When there’s snow on the Tetons, the temperature here can go 20 to 30 below zero. So it’s not a natural place for bullfrogs and tropical fish.

In 2016, Sue Consolo-Murphy was Grand Teton’s chief of science/resource management.

“We believe the source of non-native things here has been people who empty out their aquariums when they no longer wanted tropical fish in them," Consolo-Murphy said.

Consolo-Murphy is now retired. In 2016, she said there were goldfish in the spring and its streams, which flowed into the Snake River. She said the goldfish can get pretty big and compete with native cutthroat trout for food.

She says they will "directly eat the small frye of the native trout, which we’re trying to protect in the park.”

But where did the bullfrogs come from?

“Whether they used to farm them decades ago, or just had them as pets and decided to release them in the park… a well-meaning attempt, but it is illegal and inappropriate to introduce a non-native species into a national park," Consolo-Murphy said.

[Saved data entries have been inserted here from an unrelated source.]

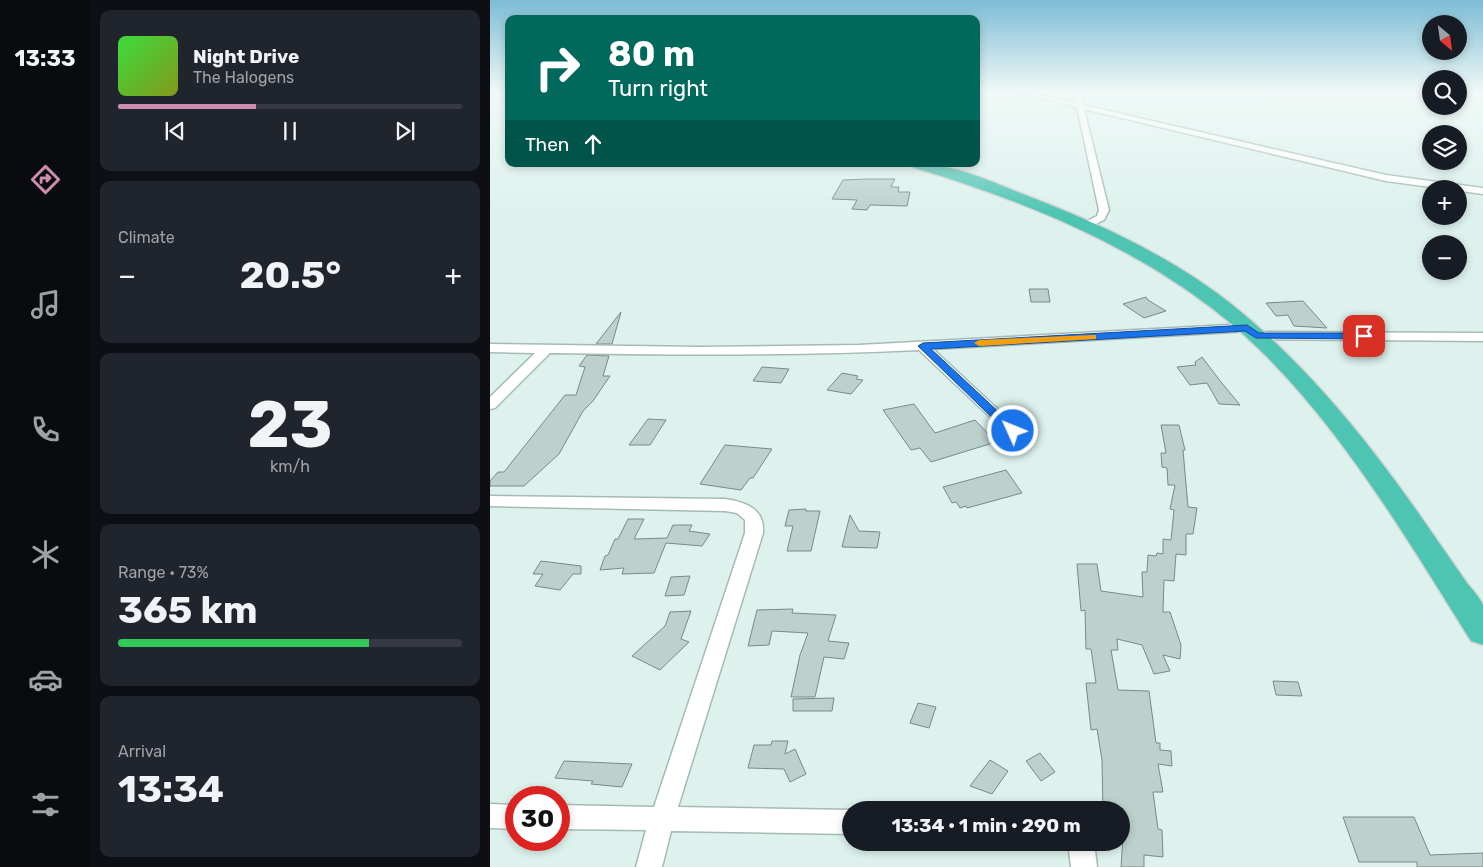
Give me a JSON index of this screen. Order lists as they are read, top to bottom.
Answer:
{
  "north": "bottom right",
  "page": {
    "tabs": "13:33",
    "map_buttons": ["+", "−"],
    "turn": ["80 m", "Turn right"],
    "song": ["Night Drive", "The Halogens"],
    "then": "Then",
    "tile": [
      "Climate",
      ["23", "km/h"],
      ["Range · 73%", "365 km"],
      ["Arrival", "13:34"]
    ],
    "heat": ["−", "20.5°", "+"],
    "limit": "30",
    "trip": "13:34 · 1 min · 290 m"
  }
}
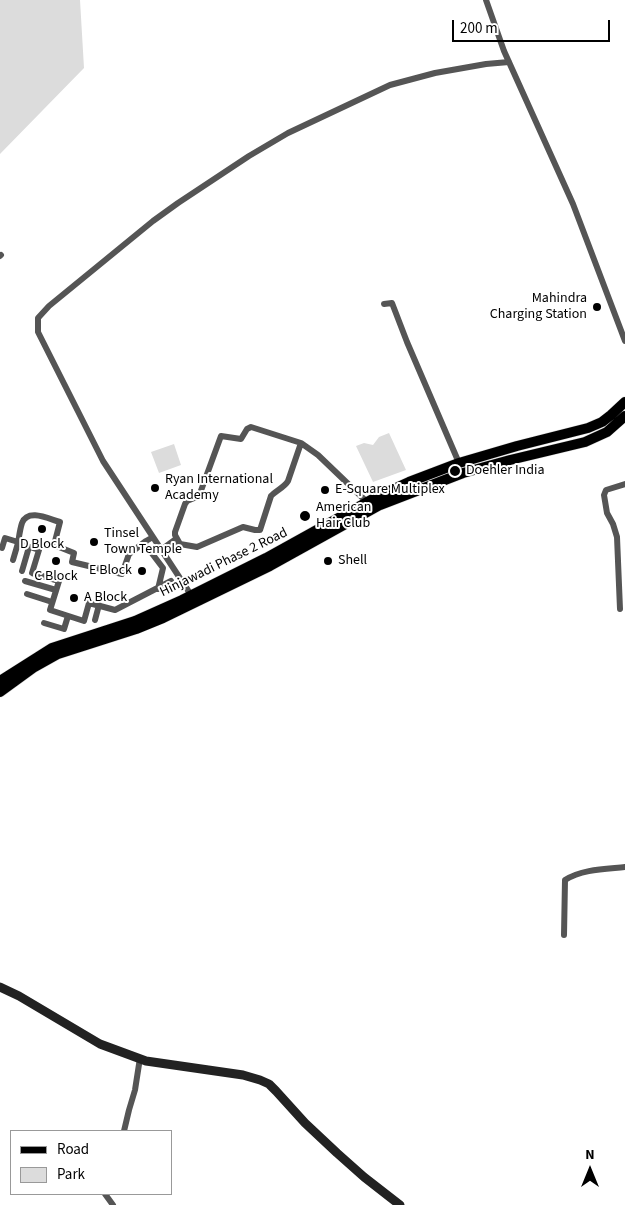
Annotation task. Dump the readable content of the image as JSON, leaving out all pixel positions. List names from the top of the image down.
{
  "streets": {
    "main road": ["Hinjawadi Phase 2 Road"]
  },
  "places": [
    "Mahindra Charging Station",
    "Doehler India",
    "Ryan International Academy",
    "E-Square Multiplex",
    "American Hair Club",
    "D Block",
    "Tinsel Town Temple",
    "C Block",
    "Shell",
    "E Block",
    "A Block"
  ],
  "legend": ["Road", "Park"],
  "scale_bar": "200 m",
  "north": "top"
}
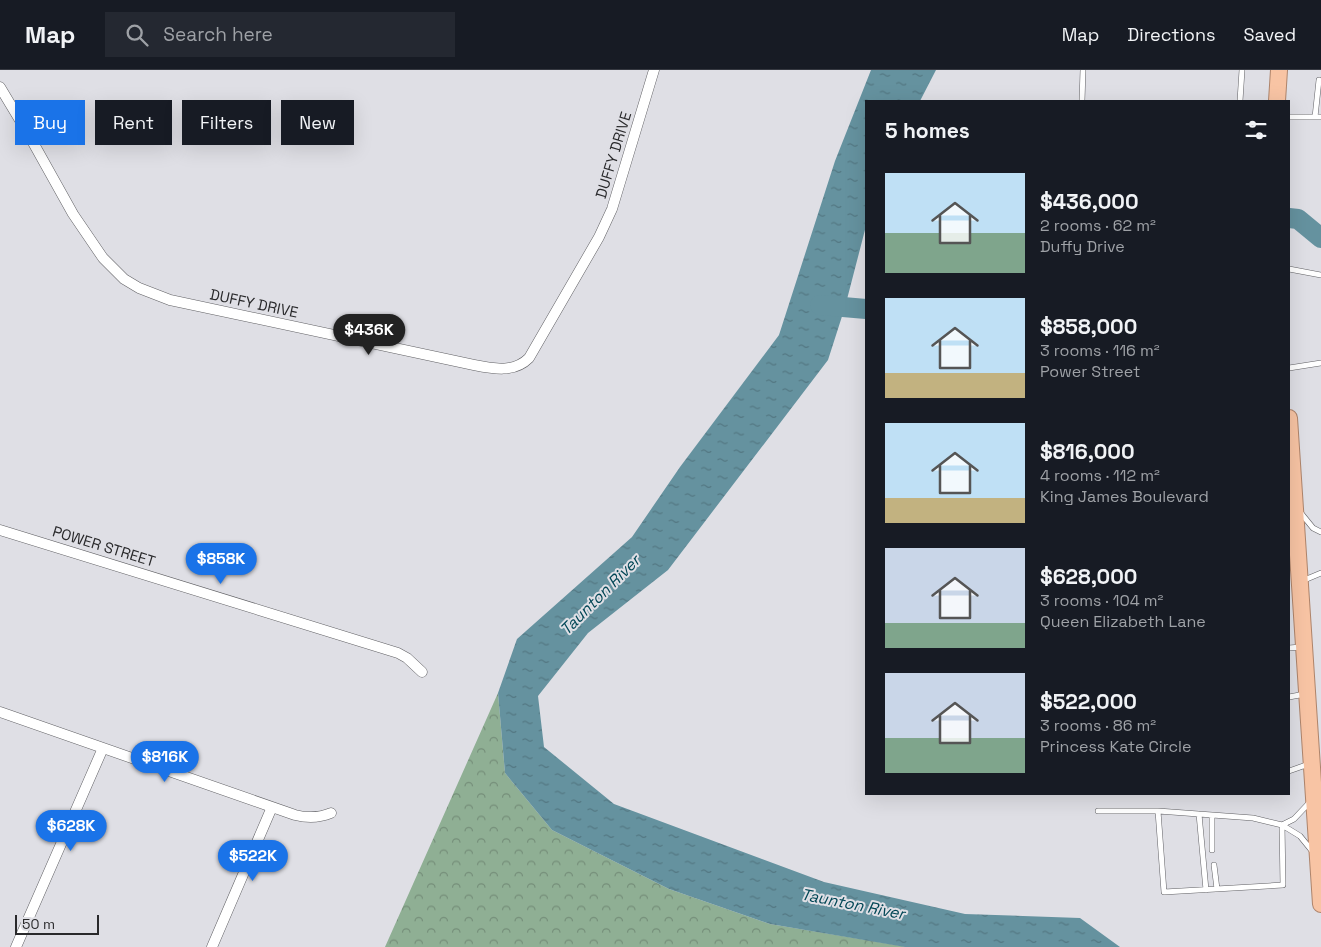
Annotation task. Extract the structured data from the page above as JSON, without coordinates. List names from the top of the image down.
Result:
{
  "streets": {
    "street": ["DUFFY DRIVE", "POWER STREET"]
  },
  "water": ["Taunton River"],
  "scale_bar": "50 m",
  "page": {
    "header": "Map",
    "search": "Search here",
    "nav": ["Map", "Directions", "Saved"],
    "chip": [
      "Buy",
      "Rent",
      "Filters",
      "New"
    ],
    "heading": "5 homes",
    "list": [
      {
        "name": "$436,000",
        "note": "2 rooms · 62 m² · Duffy Drive"
      },
      {
        "name": "$858,000",
        "note": "3 rooms · 116 m² · Power Street"
      },
      {
        "name": "$816,000",
        "note": "4 rooms · 112 m² · King James Boulevard"
      },
      {
        "name": "$628,000",
        "note": "3 rooms · 104 m² · Queen Elizabeth Lane"
      },
      {
        "name": "$522,000",
        "note": "3 rooms · 86 m² · Princess Kate Circle"
      }
    ],
    "price": [
      "$436K",
      "$858K",
      "$816K",
      "$628K",
      "$522K"
    ],
    "scale": "50 m"
  }
}
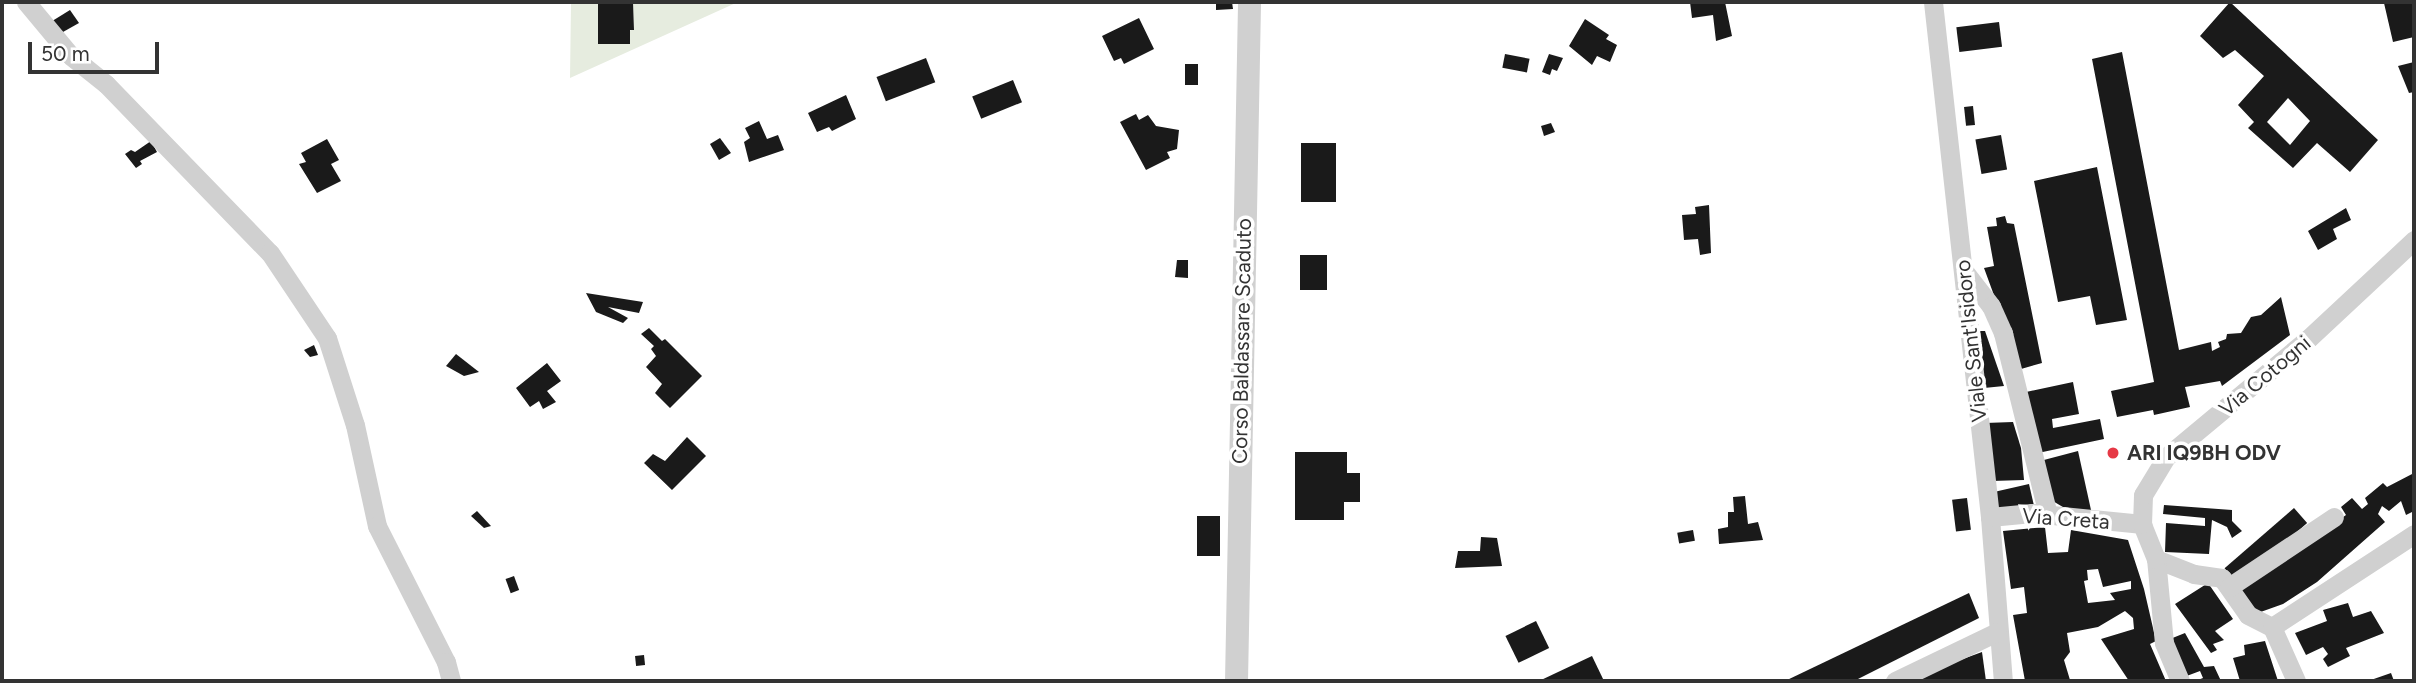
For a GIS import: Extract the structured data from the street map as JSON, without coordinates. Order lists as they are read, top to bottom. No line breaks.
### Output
{"streets":{"street":["Corso Baldassare Scaduto","Viale Sant'Isidoro","Via Cotogni","Via Creta"]},"crossings":[["Viale Sant'Isidoro","Via Creta"],["Via Cotogni","Via Creta"]],"places":["ARI IQ9BH ODV"],"scale_bar":"50 m"}
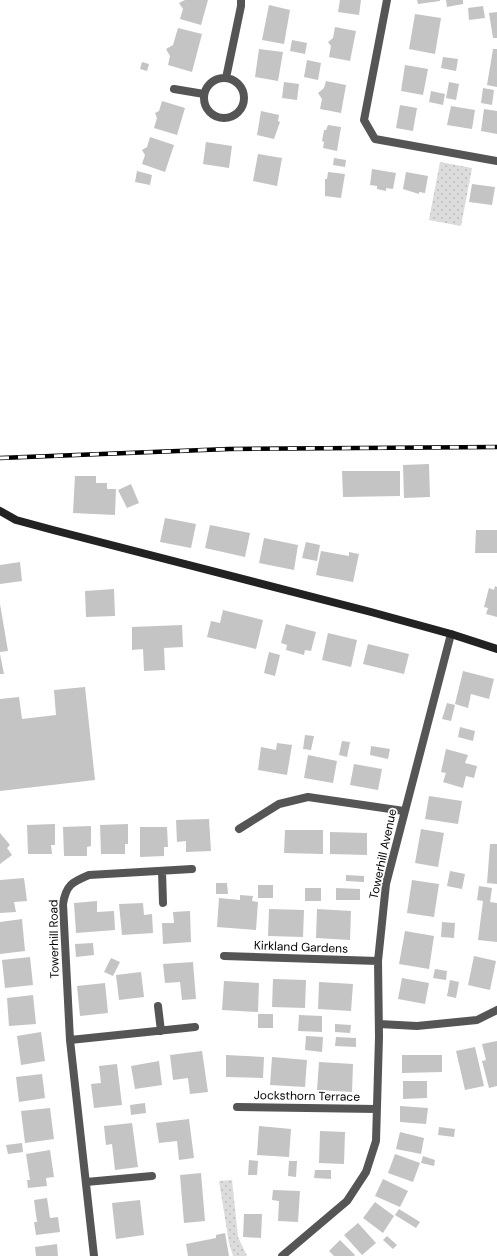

So what now? Consolo-Murphy said an ongoing study would discover where bullfrogs have spread, and what they eat.

“Some of them have gotten to be quite large, and their stomachs are filled with native species.”

Consolo-Murphy said a plan to remove the non-natives was in process.

“We hope to address the management and potential restoration of this spring through an environmental assessment and management plan we’re preparing and hope to release for public comment this winter.”

And if the plan is implemented, it won’t be easy to get the intruders out of the Tetons.

“Elimination might be tough. There are thousands of them in here.”

Now, a park spokeswoman says: “The park has done some things to try to eradicate both bullfrogs and non-native fish in Kelly Warm Springs, but we have not been 100% successful to date."